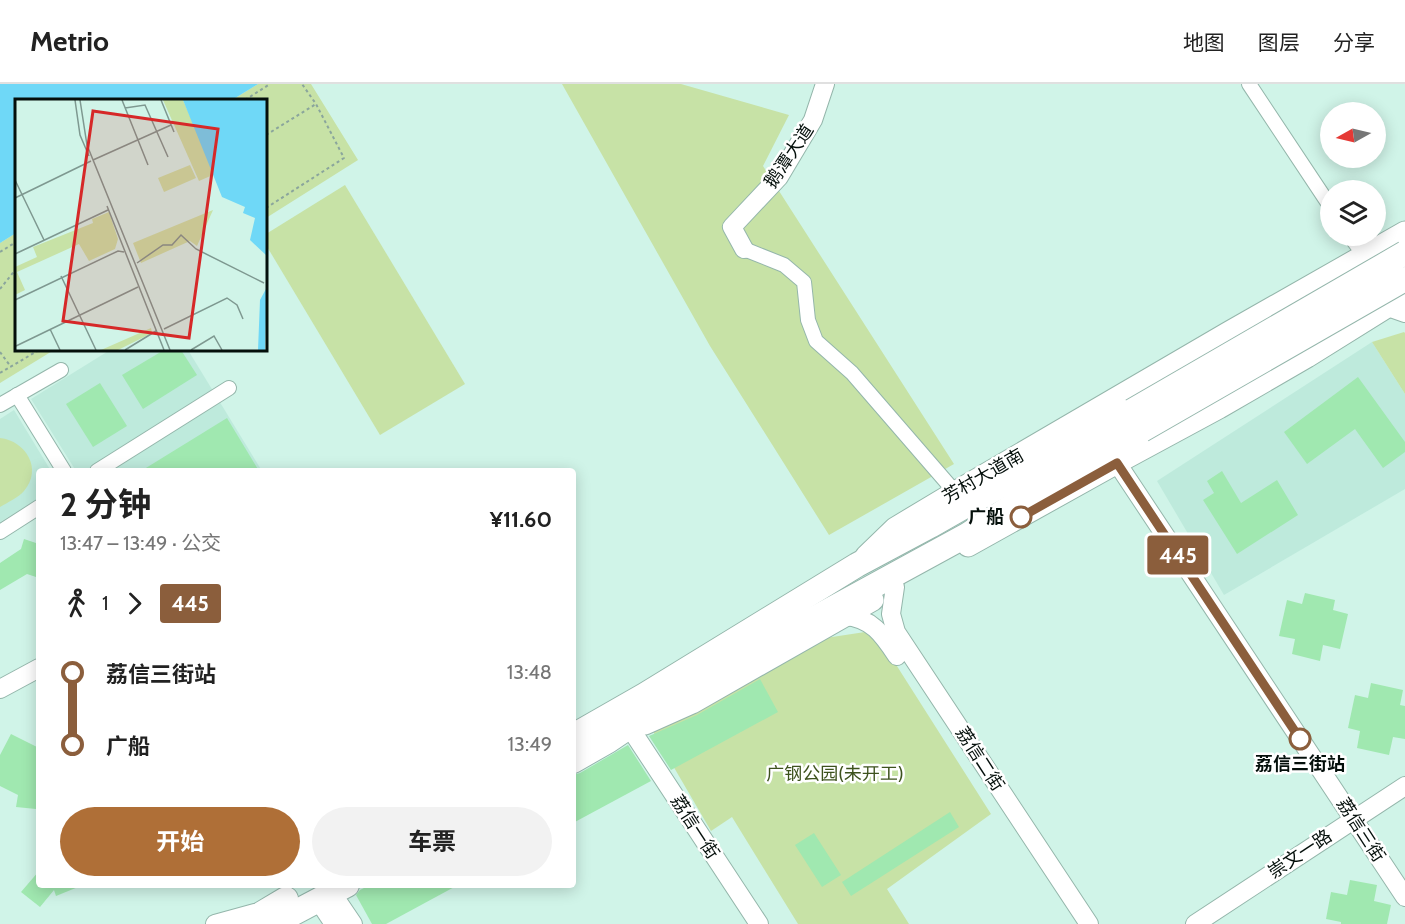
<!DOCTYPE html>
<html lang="zh">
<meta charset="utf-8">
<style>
body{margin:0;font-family:Cabin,"Noto Sans SC",sans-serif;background:#f2f2f2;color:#222;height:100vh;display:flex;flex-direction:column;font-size:22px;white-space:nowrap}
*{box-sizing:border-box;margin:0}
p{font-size:20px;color:#767676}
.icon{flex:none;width:33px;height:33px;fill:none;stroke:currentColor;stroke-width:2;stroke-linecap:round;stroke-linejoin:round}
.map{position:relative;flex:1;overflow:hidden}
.panel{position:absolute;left:36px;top:384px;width:540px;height:420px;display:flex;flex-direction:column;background:#fff;border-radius:6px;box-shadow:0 3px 15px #0003}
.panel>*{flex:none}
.badge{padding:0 12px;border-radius:4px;font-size:21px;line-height:39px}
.needle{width:39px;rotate:262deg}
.tools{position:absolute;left:1320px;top:18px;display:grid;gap:12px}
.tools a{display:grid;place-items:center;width:66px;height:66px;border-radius:50%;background:#fff;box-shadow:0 3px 15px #0003;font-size:30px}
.map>.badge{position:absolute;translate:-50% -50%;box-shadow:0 0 0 3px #fff}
.legs{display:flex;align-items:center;gap:9px;height:66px;padding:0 24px;font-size:20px}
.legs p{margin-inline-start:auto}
.overview{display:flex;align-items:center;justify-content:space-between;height:102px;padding:0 24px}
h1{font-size:33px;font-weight:700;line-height:45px}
.primary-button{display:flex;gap:12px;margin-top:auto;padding:12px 24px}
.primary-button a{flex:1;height:69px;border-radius:36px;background:#af6f37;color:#fff;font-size:24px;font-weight:700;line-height:69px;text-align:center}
.primary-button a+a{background:#f2f2f2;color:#222}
ul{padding:0 24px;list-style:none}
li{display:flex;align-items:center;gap:21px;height:72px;font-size:22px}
li i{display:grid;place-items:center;width:9px;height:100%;margin:0 8px;background:currentColor}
li i::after{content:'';width:15px;height:15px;margin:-8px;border:4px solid;border-radius:50%;background:#fff}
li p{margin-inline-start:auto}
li:first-child i{background:linear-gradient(#0000 50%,currentColor 0)}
li:last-child i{background:linear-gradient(currentColor 50%,#0000 0)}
header{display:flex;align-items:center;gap:36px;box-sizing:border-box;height:84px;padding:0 30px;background:#fff;border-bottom:2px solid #e0e0e0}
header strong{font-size:28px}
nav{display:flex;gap:33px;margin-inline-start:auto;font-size:21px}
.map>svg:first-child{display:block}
.built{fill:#beeadc}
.green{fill:#c7e2a6}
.water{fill:#6fd8f7}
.building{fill:#a0e8b0}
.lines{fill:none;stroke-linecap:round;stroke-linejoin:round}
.street-casing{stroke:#94b6ab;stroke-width:16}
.secondary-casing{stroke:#94b6ab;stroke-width:20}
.primary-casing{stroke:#94b6ab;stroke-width:23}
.highway-casing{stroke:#94b6ab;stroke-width:26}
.path{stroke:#8aa59c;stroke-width:2;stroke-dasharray:3 3;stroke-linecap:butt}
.street{stroke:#fff;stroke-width:14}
.secondary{stroke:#fff;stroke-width:18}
.primary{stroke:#fff;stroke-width:21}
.highway{stroke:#fff;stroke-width:24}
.highway-bridge-casing{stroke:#94b6ab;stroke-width:26;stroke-linecap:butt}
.highway-bridge{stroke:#fff;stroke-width:24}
.line-1-casing{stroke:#fff;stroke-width:14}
.line-1{stroke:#8b5e3c;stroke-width:9}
.stop-1-dot{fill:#fff;stroke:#8b5e3c;stroke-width:3}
.labels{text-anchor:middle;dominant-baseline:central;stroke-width:5;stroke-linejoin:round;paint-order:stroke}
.street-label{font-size:18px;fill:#040f0b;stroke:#fff}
.stop-label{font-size:18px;font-weight:bold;fill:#040f0b;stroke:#fff;text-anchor:end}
.park-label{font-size:18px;fill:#3d521d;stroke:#fff}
.inset-road{fill:none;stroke:#7e9890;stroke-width:1.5}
.view{fill:#d62828;fill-opacity:0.15;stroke:#d62828;stroke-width:3}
.inset-edge{fill:none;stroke:#040f0b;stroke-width:3}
</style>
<header>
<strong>Metrio</strong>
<nav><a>地图</a><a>图层</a><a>分享</a></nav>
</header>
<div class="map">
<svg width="1405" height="840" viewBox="0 0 1405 840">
<rect width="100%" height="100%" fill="#d0f4e8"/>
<g class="built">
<path d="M1372,258L1405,310V405L1224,511L1157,397Z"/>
<path d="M110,266H188L262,387H76L31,315Z"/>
<path d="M14,326L51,387H39V414L0,438V335Z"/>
</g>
<g class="green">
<path d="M258,0H311L358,76L266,134V16H232Z"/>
<path d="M562,0H681L789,31L763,82L954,380L829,451L710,262Z"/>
<path d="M345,101L465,300L380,351L266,161V150Z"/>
<path d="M16,149V266H54L0,299V159Z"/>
<path d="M1404,248L1405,249V310L1372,258Z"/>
<path d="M0,354C26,357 43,385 24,407C18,414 8,418 0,423Z"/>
<path d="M865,548L888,568L991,730L887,805L909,840H798L732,733L711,747L651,644L819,555Z"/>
</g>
<path class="water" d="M0,0H258L232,16H16V149L0,159Z"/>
<g class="building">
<path d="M164,266H181L197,291L143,325L122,291Z"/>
<path d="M1358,293L1405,358V368L1383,384L1355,345L1307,380L1284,348Z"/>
<path d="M100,299L127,342L93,363L66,320Z"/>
<path d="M227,334L259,387H141Z"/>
<path d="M1222,387L1241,419L1277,396L1298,431L1237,470L1203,416L1214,409L1207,397Z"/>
<path d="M24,455L39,460V494L27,490L0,506V479L21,465Z"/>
<path d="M1305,509L1335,516L1333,526L1348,530L1340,565L1323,561L1320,577L1292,570L1295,555L1279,552L1287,516L1302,520Z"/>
<path d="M760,595L778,628L671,686L649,652L697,631Z"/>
<path d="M1371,599L1403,606L1400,621L1405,622V655L1393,653L1389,671L1357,664L1360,647L1348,644L1355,611L1368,614Z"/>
<path d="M11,650L39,664L36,725L16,723L18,711L0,702V671Z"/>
<path d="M628,661L651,697L573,739V691L580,689Z"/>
<path d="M950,728L959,743L851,812L842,798Z"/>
<path d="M814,749L841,791L822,803L795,761Z"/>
<path d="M39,787V801H83L56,812L54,806L40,823L21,808Z"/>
<path d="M1350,796L1377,801L1374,817L1391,821L1387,840H1341V838L1326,835L1331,808L1347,811Z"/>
<path d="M370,801H458L386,840H372L356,811L360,806Z"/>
</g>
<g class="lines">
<g class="street-casing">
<g id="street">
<path d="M1249,0L1330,122"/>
<path d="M1350,152L1364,171"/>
<path d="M744,165L784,181L804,198L808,236L816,257L852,289L955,408"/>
<path d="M17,311L64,387"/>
<path d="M0,321L61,286"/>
<path d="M97,387L229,304"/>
<path d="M0,448L39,423"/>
</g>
</g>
<g class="secondary-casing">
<g id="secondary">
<path d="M744,165L732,143L779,93L813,36L825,0"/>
<path d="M1388,223L1405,229"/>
<path d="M1117,379L1405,813"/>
<path d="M895,503L891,530L896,548L1089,840"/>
<path d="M845,532C872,534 883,551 897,572"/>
<path d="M0,605L39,584"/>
<path d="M632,647L759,840"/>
<path d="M332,809L353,840"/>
<path d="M318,816L334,840"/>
<path d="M215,840L255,829"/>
<path d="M1195,840L1405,702"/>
</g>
</g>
<g class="primary-casing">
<g id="primary">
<path d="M968,462L1117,379L1219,324L1307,273L1405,212"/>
<path d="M866,472L895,444L955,408L1229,248L1405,148"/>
<path d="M645,640L692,619L873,516"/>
</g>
</g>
<g class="highway-casing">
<g id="highway">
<path d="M573,652L643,612L857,481L930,442L1132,327"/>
<path d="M573,677L608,657L685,605L967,451L1032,409L1142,346"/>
<path d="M244,840L286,815"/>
<path d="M273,840L347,801"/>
</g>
</g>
<g class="path">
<path d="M245,16L270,0"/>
<path d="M266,51L316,20"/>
<path d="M266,124L344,74L316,20L302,0"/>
<path d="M0,168L16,158"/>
<path d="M0,205L16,185"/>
<path d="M0,268L11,283"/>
<path d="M0,289L39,266"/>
</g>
<use href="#street" class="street"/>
<use href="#secondary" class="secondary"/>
<use href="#primary" class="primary"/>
<use href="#highway" class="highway"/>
<g class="highway-bridge-casing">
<g id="highway-bridge">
<path d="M1132,327L1405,169"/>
<path d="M1142,346L1405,195"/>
</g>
</g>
<use href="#highway-bridge" class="highway-bridge"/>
</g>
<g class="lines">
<g class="line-1-casing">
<path id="line-1" d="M1021,433L1117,379L1300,655"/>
</g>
<use href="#line-1" class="line-1"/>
</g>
<g class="stop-1-dot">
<circle cx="1021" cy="433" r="10"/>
<circle cx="1300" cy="655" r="10"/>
</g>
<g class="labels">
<g class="street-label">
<text transform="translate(789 72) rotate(-56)">鹅潭大道</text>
<text transform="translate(983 392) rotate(-30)">芳村大道南</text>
<text transform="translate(980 675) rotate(57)">荔信二街</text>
<text transform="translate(695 743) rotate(57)">荔信一街</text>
<text transform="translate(1361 746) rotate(57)">荔信三街</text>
<text transform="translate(1300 770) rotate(-34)">崇文一路</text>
</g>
<g class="stop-label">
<text x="1004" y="433">广船</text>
<text x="1300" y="680" text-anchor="middle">荔信三街站</text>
</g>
<g class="park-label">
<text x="835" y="690">广钢公园(未开工)</text>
</g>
</g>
<g transform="translate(15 15)">
<rect width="252" height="252" fill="#d0f4e8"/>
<path d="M148,1H168L200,75L184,82ZM175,66L181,79L149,93L143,79ZM198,111L182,147L175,142L126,164L118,144ZM94,113L103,140L100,150L74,162L64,145L2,173L10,191L0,196V168L22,158L18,148L78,124L77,120ZM136,229L137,234L103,251H86Z" fill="#c7e2a6"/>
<path d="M168,1H252V157L235,141L240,119L228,114L230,108L207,98ZM252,188L250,251H243L245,201Z" fill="#6fd8f7"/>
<path class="inset-road" d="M60,1L65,36L74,57M65,1L72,46L155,251M107,1L133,66M146,1L159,33M110,9L130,6L153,58M78,61L156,26M0,81L29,141M0,99L76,62M92,107L149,251M0,155L93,111M122,164L148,146H157L166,136L181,150L249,184M46,177L81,251M0,201L103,152L109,153M35,230L45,251M149,230L212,199L222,206L228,220M1,247L123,188M110,251L141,232M176,251L199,237L207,251"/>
<path class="view" d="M78,12L203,30L174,239L48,222Z"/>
<rect width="252" height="252" class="inset-edge"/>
</g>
</svg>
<div class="tools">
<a><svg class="needle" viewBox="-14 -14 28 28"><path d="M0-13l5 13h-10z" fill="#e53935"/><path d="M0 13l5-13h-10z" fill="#767676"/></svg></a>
<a><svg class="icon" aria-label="layers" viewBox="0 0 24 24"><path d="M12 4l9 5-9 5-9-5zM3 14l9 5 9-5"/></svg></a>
</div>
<b class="badge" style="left:1178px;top:471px;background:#8b5e3c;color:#fff">445</b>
<section class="panel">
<div class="overview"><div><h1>2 分钟</h1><p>13:47 – 13:49 · 公交</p></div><b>¥11.60</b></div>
<div class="legs"><svg class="icon" aria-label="walk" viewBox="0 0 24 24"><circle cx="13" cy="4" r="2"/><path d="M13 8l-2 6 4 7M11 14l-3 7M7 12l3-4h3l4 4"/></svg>1<svg class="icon" aria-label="forward" viewBox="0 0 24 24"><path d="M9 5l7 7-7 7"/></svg><b class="badge" style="background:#8b5e3c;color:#fff">445</b></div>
<ul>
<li><i style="color:#8b5e3c"></i><b>荔信三街站</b><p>13:48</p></li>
<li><i style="color:#8b5e3c"></i><b>广船</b><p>13:49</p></li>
</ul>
<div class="primary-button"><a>开始</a><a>车票</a></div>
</section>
</div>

---

### DIRECTIONS
The lines to return are those in the material above that hold "tools".

### OUTPUT FOR THIS EXERCISE
.tools{position:absolute;left:1320px;top:18px;display:grid;gap:12px}
.tools a{display:grid;place-items:center;width:66px;height:66px;border-radius:50%;background:#fff;box-shadow:0 3px 15px #0003;font-size:30px}
<div class="tools">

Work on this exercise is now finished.